Of course, from the rafters with the bats, the game looks like a bunch of colorful ants scrabbling all over a big white postage stamp, but the new highlights screen makes it kinda like watching TV at home, except with lots of expensive snacks that you have to go mountain-climbing for and drunk guys that have had too much of the beer that vendors actually carry up into the stands. (One fight actually almost broke out in the crowd near us, three rows down, but the young guy got scared of the really loud and old fat guy who was yelling obscenities at him and scurried away faster than a drunk fat guy can follow.)
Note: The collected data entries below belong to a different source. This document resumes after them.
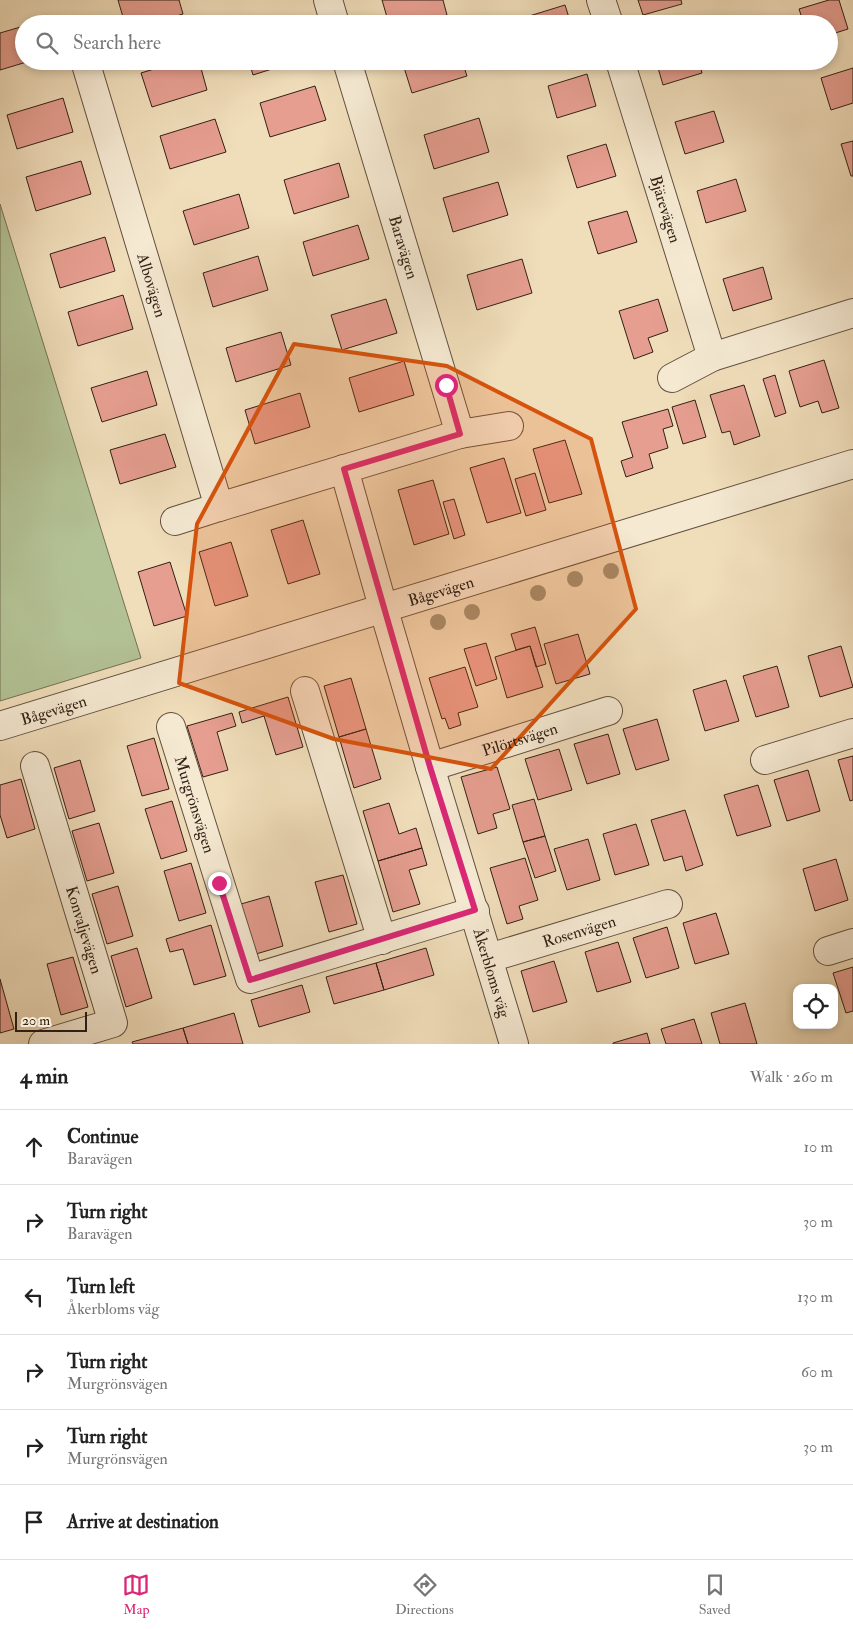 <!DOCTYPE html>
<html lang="en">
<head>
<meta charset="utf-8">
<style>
  :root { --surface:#fff; --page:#f2f2f2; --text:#222; --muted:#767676; --line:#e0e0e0; --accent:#db2777 }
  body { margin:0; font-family:"IM FELL Double Pica",serif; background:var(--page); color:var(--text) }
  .controls { position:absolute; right:15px; bottom:15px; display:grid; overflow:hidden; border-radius:10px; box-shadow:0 2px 8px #0003 }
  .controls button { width:45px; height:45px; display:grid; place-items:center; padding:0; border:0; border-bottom:1px solid var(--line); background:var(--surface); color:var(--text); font:25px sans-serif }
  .scale { position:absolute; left:15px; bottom:12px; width:72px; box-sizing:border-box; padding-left:5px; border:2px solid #332015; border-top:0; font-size:14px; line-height:18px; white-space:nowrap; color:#332015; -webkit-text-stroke:4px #f5e9d2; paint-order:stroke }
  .stop { position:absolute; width:15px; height:15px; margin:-11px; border:4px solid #db2777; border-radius:50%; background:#fff }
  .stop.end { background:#db2777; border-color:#fff; box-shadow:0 1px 5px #0008 }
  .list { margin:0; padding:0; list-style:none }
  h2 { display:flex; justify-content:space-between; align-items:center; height:65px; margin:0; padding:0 20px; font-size:21px }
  h2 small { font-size:16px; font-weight:400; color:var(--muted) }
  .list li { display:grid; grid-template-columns:32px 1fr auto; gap:15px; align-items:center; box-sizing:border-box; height:75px; padding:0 20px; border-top:1px solid var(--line) }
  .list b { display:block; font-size:19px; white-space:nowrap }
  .list p { margin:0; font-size:16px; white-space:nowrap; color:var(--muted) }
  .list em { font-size:16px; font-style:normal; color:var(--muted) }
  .icon { flex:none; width:28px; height:28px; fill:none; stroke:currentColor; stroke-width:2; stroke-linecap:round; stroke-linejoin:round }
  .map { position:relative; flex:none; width:853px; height:1044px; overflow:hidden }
  .search { position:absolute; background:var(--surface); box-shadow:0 2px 8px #0003; left:15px; right:15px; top:15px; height:55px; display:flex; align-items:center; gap:12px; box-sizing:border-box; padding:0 18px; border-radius:28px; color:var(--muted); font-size:19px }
  .sheet { height:515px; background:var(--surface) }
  nav { display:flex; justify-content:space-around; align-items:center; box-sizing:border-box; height:70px; border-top:1px solid var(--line); background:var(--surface); font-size:14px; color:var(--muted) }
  nav a { display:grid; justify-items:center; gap:2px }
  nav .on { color:var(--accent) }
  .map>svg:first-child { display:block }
  .green { fill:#b3c295; stroke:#737155 }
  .building { fill:#e69e90; stroke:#332015 }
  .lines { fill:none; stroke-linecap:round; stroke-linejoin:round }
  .minor-casing { stroke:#624f3e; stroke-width:30 }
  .minor { stroke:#f5e9d2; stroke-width:28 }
  .tree { fill:#9d9074 }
  .route { stroke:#db2777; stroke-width:6 }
  .marked { fill:#d6530d; fill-opacity:0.2; stroke:#d6530d; stroke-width:4; stroke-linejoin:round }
  .labels { text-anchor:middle; stroke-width:4; stroke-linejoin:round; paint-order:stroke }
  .street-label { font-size:16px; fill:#332015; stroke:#f5e9d2 }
</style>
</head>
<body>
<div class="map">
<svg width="853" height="1044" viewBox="0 0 853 1044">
  <rect width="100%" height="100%" fill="#f0ddba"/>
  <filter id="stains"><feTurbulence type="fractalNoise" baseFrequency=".004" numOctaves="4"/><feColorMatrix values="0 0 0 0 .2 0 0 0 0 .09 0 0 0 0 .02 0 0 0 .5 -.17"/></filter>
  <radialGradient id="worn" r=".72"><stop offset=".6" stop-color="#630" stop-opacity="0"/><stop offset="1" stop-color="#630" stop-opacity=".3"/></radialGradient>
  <path class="green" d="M 0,204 L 141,658 L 0,701 Z"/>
  <path class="building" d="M 118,0 L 179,0 L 183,14 L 150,24 L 125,24 Z
    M 382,0 L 443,0 L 447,15 L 416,24 L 389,24 Z
    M 638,0 L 681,0 L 682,4 L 643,15 Z
    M 829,0 L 839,0 L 848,29 L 829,35 L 829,24 L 804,24 L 799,9 Z
    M 565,5 L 571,24 L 528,24 L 526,17 Z
    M 24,26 L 24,61 L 30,61 L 0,70 L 0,33 Z
    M 180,61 L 199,61 L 207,90 L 152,107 L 141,73 Z
    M 249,61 L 297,61 L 253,75 Z
    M 402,61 L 462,61 L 467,76 L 412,93 Z
    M 656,61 L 699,61 L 702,73 L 663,85 Z
    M 853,68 L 853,103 L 831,110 L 821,78 Z
    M 587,74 L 596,106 L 557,118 L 548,86 Z
    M 315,86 L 326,120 L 270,137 L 260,103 Z
    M 63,98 L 73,132 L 17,149 L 7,115 Z
    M 714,111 L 724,142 L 685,154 L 675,122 Z
    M 479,118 L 489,152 L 434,169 L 424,135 Z
    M 215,119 L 226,152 L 170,169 L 160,136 Z
    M 853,141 L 853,176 L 851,176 L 841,144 Z
    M 606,144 L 616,176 L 577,188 L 567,156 Z
    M 81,161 L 91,194 L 36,211 L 26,177 Z
    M 339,163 L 349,197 L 294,214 L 284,180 Z
    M 736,179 L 746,211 L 706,223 L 697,191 Z
    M 498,182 L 508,215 L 453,232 L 443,198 Z
    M 239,194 L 249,228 L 194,245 L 183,211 Z
    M 627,211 L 637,242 L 598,254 L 588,222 Z
    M 358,225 L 369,259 L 313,276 L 303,242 Z
    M 105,237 L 115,271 L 60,288 L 50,254 Z
    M 258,256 L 268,290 L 213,307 L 203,273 Z
    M 522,259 L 532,293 L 477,310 L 467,275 Z
    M 763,267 L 772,299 L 733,311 L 723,279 Z
    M 123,295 L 133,329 L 78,346 L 68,312 Z
    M 386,299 L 397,333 L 342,350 L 331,315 Z
    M 658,299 L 668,331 L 648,338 L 653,352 L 634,359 L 619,311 Z
    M 281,332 L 291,365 L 236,382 L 226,348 Z
    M 824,360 L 839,408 L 822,413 L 818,401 L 800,407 L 789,371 Z
    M 404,361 L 414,395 L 359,412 L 349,378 Z
    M 147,371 L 157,405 L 102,422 L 91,388 Z
    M 775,375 L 786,413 L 775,417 L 763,379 Z
    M 744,385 L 760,436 L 734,445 L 730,431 L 722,433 L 710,395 Z
    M 300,393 L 310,427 L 255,444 L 245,410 Z
    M 695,400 L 706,437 L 683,444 L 672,407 Z
    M 668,409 L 673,426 L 663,429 L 668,448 L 649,454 L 653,468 L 626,477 L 621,461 L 633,457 L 622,422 Z
    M 165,434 L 176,467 L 120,484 L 110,450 Z
    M 565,440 L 582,494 L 549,503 L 533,449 Z
    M 504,458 L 521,513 L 487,523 L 470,468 Z
    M 535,473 L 546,510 L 526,516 L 515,479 Z
    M 433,480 L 449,534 L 414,545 L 398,490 Z
    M 454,499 L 465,535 L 454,539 L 443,502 Z
    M 303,520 L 320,574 L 288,584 L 271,530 Z
    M 231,542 L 248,596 L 215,606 L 199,552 Z
    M 170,562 L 187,616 L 154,626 L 138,572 Z
    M 535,627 L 546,664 L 536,667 L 530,646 L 516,650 L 511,634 Z
    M 578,634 L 590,674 L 556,684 L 544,644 Z
    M 486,643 L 497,679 L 476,686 L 464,649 Z
    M 530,646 L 543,687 L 507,698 L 495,657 Z
    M 841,646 L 853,687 L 820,697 L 808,656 Z
    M 777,666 L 789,707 L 756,717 L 743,676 Z
    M 465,667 L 478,707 L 458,713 L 461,725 L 449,729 L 445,718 L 442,719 L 429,678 Z
    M 351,678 L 366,729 L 339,737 L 324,686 Z
    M 726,680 L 739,721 L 705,731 L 693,690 Z
    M 288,697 L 303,747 L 276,755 L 264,716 L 242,723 L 239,712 Z
    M 232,713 L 236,726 L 217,732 L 228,770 L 203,777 L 187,726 Z
    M 657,719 L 669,760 L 636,770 L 623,729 Z
    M 366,729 L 381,779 L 354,788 L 339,737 Z
    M 608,734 L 620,774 L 587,784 L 574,744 Z
    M 154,738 L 169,789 L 142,796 L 127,746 Z
    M 559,749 L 572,790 L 538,800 L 525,759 Z
    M 853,756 L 853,800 L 850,801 L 838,760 Z
    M 80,760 L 95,811 L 69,819 L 54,768 Z
    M 497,767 L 510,809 L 493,814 L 497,828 L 478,834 L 461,777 Z
    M 808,770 L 820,811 L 787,821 L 774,780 Z
    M 21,779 L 35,829 L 7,838 L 0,815 L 0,785 Z
    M 758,785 L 771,826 L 737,836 L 724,795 Z
    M 534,799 L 545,836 L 523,842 L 512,805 Z
    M 172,801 L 187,851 L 161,859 L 145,809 Z
    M 389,803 L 399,834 L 416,828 L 422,848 L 378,861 L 363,811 Z
    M 685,810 L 703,865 L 686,871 L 682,856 L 664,861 L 651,820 Z
    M 99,823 L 114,873 L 87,881 L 72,831 Z
    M 636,824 L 649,865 L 615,875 L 603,834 Z
    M 545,836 L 556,871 L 535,878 L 523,842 Z
    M 588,839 L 600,880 L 567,890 L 554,849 Z
    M 422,848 L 427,865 L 409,870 L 420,904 L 393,912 L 378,861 Z
    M 525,858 L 538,900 L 519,906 L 523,919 L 507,924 L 490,868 Z
    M 836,859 L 848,900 L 815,911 L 803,869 Z
    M 191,863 L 206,913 L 179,921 L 164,871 Z
    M 343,875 L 357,924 L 329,932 L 315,882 Z
    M 118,886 L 133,936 L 107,944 L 92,894 Z
    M 269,896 L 283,946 L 256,954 L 241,904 Z
    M 716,913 L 729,954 L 695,964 L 683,923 Z
    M 211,925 L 226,976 L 194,985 L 183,949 L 170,952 L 166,939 Z
    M 667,927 L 679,968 L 646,978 L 633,938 Z
    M 618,942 L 631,982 L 597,992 L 585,952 Z
    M 137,948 L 152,998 L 126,1007 L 111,956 Z
    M 426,948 L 434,975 L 384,990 L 376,963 Z
    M 73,957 L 88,1007 L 61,1015 L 47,964 Z
    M 554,961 L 567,1002 L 533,1012 L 521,971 Z
    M 376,963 L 384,990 L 334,1004 L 326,977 Z
    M 853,967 L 853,1011 L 846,1013 L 833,973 Z
    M 0,979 L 14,1029 L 0,1033 Z
    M 302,985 L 310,1012 L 259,1027 L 251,1000 Z
    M 745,1003 L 757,1044 L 720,1044 L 711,1013 Z
    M 234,1013 L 243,1044 L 188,1044 L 183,1028 Z
    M 694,1019 L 702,1044 L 666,1044 L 661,1029 Z
    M 183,1028 L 188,1044 L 133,1044 L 132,1042 Z
    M 647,1033 L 650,1044 L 613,1044 L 613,1043 Z"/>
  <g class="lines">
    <g class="minor-casing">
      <g id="minor">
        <path d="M 328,0 L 335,24"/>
        <path d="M 601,0 L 609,24"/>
        <path id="s1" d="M 85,61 L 219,507 L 460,434 L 347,61"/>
        <path id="s2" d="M 620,61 L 712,357"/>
        <path d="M 672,378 L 712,357 L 853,313"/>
        <path d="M 460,434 L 509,426"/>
        <path id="s3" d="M 344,469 L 383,607 L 430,767 L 514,1044"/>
        <path d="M 175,521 L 219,507"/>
        <path d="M 305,691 L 382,940"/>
        <path id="s4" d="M 0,726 L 853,464"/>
        <path id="s5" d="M 171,727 L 250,979 L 475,911"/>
        <path d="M 765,760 L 853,733"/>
        <path id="s6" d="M 35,766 L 113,1023 L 43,1044"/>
        <path id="s7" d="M 430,767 L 608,711"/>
        <path d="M 828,951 L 853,943"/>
        <path id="s8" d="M 489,958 L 668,904"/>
      </g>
    </g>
    <use href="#minor" class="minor"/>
  </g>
  <g class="tree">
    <circle cx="611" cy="571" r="8"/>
    <circle cx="575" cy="579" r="8"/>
    <circle cx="538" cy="593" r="8"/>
    <circle cx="472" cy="612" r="8"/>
    <circle cx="438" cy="622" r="8"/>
  </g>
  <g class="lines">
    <path class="route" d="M 219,883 L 250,980 L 475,910 L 430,767 L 344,469 L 460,434 L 446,385"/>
  </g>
  <path class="marked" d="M 294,344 L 447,366 L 591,439 L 636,609 L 491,769 L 334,739 L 179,683 L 197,524 Z"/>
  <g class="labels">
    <g class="street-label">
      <text dy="6" stroke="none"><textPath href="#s2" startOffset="155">Bjärevägen</textPath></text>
      <text transform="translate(404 247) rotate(73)" y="6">Baravägen</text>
      <text dy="6" stroke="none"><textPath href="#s1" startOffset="234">Albovägen</textPath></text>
      <text dy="6" stroke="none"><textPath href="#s4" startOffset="461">Bågevägen</textPath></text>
      <text dy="6" stroke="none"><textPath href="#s4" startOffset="56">Bågevägen</textPath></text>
      <text dy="6" stroke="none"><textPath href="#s7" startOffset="94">Pilörtsvägen</textPath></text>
      <text dy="6" stroke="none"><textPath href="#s5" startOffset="81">Murgrönsvägen</textPath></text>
      <text dy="6" stroke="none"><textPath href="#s6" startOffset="171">Konvaljevägen</textPath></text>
      <text dy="6" stroke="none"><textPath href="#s8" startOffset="94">Rosenvägen</textPath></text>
      <text dy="6" stroke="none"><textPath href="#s3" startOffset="525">Åkerbloms väg</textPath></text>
    </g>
  </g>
  <rect width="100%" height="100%" filter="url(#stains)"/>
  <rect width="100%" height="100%" fill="url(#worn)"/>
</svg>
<div class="controls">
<button><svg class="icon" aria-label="locate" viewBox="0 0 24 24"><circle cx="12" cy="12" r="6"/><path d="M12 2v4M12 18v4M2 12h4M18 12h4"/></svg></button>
</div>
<div class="scale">20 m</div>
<div class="stop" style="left:446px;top:385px"></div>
<div class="stop end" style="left:219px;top:883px"></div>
<div class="search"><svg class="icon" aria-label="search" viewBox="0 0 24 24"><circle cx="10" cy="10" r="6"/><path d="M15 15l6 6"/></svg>Search here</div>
</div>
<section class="sheet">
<h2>4 min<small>Walk · 260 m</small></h2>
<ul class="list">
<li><svg class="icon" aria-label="ahead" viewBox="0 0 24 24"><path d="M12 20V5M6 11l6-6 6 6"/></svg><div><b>Continue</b><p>Baravägen</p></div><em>10 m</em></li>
<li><svg class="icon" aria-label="right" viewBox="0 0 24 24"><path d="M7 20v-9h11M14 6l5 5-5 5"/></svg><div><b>Turn right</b><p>Baravägen</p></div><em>30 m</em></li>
<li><svg class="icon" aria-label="left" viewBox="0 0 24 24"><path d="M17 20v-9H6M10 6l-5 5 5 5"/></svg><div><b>Turn left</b><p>Åkerbloms väg</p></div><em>130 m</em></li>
<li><svg class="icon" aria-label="right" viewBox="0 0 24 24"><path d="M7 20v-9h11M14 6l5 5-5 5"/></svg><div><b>Turn right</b><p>Murgrönsvägen</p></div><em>60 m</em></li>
<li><svg class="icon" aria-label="right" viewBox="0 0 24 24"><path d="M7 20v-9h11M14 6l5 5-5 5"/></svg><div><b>Turn right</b><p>Murgrönsvägen</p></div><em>30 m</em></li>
<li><svg class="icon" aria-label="arrive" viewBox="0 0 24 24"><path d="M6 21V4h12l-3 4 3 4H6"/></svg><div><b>Arrive at destination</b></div></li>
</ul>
</section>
<nav>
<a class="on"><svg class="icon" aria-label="map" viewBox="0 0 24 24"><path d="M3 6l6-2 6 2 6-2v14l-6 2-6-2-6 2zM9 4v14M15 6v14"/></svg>Map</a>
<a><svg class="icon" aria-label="directions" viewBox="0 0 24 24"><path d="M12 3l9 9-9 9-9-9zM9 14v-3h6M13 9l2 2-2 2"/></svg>Directions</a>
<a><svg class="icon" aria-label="saved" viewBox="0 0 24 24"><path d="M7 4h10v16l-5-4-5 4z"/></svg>Saved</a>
</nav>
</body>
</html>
Of course, my wife never lets me bring binoculars to these things because I might lose them… and also because the Ice Girls who scrape the ice during time-outs wear skates and very little else. I have to look at the big hanging TV very closely during those times. Especially when those times occur while wifey is down the mountainside searching for affordable snacks.
And, of course, it is always a very welcome thing when the Stars win. As you have probably guessed, I don’t get to see my favorite teams win in front of me very often, and we have to savor those things when they occur.